Dataset entries:
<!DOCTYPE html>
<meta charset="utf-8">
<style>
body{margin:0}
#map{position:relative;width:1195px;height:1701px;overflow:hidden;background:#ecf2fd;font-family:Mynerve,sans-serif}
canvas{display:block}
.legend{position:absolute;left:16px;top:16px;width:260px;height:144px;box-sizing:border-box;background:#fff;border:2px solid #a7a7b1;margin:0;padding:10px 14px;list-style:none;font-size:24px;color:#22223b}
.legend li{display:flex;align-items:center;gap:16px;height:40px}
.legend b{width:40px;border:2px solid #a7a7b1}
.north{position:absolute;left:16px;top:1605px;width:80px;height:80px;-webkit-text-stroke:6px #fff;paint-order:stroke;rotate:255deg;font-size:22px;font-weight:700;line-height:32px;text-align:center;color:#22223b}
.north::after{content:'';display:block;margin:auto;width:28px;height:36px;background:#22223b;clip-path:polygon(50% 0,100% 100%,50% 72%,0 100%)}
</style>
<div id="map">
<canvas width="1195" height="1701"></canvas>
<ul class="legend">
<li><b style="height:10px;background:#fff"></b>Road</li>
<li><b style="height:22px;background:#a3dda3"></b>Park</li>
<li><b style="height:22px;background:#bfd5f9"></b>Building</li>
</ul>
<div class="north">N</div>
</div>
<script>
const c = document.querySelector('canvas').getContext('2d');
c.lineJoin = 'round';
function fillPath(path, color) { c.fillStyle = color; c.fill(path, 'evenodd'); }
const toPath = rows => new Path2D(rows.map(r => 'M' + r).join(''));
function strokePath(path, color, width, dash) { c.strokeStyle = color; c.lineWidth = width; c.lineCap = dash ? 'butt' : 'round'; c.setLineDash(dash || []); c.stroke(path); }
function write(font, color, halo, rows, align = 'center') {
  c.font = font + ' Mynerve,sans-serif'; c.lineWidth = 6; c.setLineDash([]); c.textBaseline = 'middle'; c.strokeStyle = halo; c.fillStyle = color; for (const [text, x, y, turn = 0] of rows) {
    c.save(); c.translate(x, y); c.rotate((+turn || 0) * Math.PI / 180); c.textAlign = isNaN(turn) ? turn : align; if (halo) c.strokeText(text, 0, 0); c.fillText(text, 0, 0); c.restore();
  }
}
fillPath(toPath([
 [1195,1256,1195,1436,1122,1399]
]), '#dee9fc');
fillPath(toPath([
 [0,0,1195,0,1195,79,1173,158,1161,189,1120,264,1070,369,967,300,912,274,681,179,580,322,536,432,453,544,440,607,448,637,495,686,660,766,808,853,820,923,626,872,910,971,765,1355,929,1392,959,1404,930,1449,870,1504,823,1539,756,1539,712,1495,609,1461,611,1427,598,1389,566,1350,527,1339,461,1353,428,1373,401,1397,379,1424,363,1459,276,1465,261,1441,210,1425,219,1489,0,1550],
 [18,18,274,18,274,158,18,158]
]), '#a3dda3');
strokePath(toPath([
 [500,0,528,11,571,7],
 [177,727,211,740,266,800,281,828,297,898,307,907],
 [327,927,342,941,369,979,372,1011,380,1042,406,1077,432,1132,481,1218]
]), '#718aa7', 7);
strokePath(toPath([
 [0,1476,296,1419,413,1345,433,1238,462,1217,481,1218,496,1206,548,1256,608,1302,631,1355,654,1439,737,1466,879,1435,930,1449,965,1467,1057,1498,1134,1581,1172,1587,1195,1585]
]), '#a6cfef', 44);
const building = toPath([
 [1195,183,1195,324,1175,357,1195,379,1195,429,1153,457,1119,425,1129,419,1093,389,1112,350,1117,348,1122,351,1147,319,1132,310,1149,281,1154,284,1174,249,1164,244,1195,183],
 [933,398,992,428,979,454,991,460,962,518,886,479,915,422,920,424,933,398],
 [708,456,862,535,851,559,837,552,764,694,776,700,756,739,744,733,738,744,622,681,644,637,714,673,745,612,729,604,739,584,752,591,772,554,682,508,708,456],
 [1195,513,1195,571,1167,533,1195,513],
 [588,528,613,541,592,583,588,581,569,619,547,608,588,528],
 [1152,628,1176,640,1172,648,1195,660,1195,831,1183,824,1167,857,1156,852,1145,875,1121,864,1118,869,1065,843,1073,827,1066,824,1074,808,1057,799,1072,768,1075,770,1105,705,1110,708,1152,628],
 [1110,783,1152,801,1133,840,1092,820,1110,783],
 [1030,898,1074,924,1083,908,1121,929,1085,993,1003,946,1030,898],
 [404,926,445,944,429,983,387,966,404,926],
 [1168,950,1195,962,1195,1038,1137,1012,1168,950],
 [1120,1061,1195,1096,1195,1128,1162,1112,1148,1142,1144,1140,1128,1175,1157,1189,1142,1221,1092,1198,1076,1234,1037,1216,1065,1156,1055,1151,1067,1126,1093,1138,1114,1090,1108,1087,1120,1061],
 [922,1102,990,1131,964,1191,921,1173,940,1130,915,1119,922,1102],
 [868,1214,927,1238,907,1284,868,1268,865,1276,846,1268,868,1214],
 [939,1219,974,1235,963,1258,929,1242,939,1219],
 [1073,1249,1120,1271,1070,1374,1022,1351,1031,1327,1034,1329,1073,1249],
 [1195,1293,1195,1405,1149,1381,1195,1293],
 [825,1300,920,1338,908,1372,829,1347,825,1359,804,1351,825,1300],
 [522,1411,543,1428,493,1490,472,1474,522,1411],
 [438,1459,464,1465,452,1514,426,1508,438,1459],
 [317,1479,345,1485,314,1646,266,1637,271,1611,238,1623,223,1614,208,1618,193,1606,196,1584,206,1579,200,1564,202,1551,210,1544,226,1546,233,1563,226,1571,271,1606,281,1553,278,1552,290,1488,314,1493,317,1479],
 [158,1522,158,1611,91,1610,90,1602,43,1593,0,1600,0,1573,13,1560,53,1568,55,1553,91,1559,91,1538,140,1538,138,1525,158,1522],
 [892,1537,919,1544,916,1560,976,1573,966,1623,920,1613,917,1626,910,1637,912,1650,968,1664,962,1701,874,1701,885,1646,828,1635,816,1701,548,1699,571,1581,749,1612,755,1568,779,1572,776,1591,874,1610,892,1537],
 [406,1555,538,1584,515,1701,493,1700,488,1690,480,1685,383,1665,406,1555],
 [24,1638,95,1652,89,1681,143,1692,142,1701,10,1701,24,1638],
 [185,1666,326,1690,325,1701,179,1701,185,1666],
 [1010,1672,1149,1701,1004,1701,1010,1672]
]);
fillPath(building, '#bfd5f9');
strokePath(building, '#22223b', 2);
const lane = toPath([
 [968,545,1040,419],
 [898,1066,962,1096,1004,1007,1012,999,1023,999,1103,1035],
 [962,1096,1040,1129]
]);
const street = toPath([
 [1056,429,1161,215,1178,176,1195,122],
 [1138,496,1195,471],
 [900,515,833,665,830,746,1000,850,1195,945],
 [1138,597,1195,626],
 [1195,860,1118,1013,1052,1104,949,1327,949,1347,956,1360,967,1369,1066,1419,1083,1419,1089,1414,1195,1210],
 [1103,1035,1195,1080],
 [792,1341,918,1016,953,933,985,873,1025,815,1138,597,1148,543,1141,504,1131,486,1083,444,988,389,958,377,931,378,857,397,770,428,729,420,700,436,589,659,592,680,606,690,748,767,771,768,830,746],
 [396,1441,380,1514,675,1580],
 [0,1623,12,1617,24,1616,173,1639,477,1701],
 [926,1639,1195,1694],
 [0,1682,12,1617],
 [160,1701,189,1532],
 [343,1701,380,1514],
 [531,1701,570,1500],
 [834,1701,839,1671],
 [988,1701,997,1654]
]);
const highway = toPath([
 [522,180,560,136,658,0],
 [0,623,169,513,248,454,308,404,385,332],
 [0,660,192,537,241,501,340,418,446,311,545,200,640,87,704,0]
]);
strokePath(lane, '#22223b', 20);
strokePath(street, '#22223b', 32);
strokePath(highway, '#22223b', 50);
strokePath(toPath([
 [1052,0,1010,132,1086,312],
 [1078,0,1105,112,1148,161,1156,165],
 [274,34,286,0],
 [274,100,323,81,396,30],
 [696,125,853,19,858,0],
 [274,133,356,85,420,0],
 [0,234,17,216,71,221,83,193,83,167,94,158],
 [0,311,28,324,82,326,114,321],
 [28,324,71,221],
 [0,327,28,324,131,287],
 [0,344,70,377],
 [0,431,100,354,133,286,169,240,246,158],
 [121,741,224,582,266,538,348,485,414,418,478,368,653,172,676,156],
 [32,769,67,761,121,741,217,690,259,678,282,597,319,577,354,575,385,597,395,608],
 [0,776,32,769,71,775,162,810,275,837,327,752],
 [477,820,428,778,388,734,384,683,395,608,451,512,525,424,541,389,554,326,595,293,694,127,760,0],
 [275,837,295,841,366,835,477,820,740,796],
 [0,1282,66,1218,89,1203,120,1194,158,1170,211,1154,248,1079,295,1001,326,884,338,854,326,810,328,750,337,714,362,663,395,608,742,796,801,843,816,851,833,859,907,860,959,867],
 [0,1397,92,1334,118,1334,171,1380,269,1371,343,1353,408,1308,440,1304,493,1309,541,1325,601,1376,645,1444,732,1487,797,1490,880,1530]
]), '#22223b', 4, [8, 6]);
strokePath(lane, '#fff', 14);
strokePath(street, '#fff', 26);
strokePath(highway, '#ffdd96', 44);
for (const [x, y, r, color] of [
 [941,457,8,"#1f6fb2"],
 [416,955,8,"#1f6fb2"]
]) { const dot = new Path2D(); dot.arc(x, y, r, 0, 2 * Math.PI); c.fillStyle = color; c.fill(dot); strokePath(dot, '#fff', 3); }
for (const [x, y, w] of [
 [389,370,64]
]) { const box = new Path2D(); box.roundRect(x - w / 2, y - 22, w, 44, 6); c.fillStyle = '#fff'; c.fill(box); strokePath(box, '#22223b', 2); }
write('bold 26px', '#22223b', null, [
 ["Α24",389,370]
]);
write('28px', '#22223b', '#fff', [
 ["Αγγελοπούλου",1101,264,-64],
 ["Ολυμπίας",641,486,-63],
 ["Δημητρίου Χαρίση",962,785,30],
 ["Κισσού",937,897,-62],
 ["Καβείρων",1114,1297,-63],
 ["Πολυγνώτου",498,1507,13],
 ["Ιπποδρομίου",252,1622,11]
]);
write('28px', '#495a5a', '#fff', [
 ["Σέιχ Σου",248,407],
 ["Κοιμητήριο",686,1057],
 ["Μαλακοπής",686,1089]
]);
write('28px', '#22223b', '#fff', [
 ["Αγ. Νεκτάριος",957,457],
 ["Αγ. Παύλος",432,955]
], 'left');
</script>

◆ **EXERCISE DESCRIPTION**: Starting at the first line of the records above, please copy every line exactly through the line containing "const toPath = rows", and stop there.

◆ **RESULT OF THE EXERCISE**:
<!DOCTYPE html>
<meta charset="utf-8">
<style>
body{margin:0}
#map{position:relative;width:1195px;height:1701px;overflow:hidden;background:#ecf2fd;font-family:Mynerve,sans-serif}
canvas{display:block}
.legend{position:absolute;left:16px;top:16px;width:260px;height:144px;box-sizing:border-box;background:#fff;border:2px solid #a7a7b1;margin:0;padding:10px 14px;list-style:none;font-size:24px;color:#22223b}
.legend li{display:flex;align-items:center;gap:16px;height:40px}
.legend b{width:40px;border:2px solid #a7a7b1}
.north{position:absolute;left:16px;top:1605px;width:80px;height:80px;-webkit-text-stroke:6px #fff;paint-order:stroke;rotate:255deg;font-size:22px;font-weight:700;line-height:32px;text-align:center;color:#22223b}
.north::after{content:'';display:block;margin:auto;width:28px;height:36px;background:#22223b;clip-path:polygon(50% 0,100% 100%,50% 72%,0 100%)}
</style>
<div id="map">
<canvas width="1195" height="1701"></canvas>
<ul class="legend">
<li><b style="height:10px;background:#fff"></b>Road</li>
<li><b style="height:22px;background:#a3dda3"></b>Park</li>
<li><b style="height:22px;background:#bfd5f9"></b>Building</li>
</ul>
<div class="north">N</div>
</div>
<script>
const c = document.querySelector('canvas').getContext('2d');
c.lineJoin = 'round';
function fillPath(path, color) { c.fillStyle = color; c.fill(path, 'evenodd'); }
const toPath = rows => new Path2D(rows.map(r => 'M' + r).join(''));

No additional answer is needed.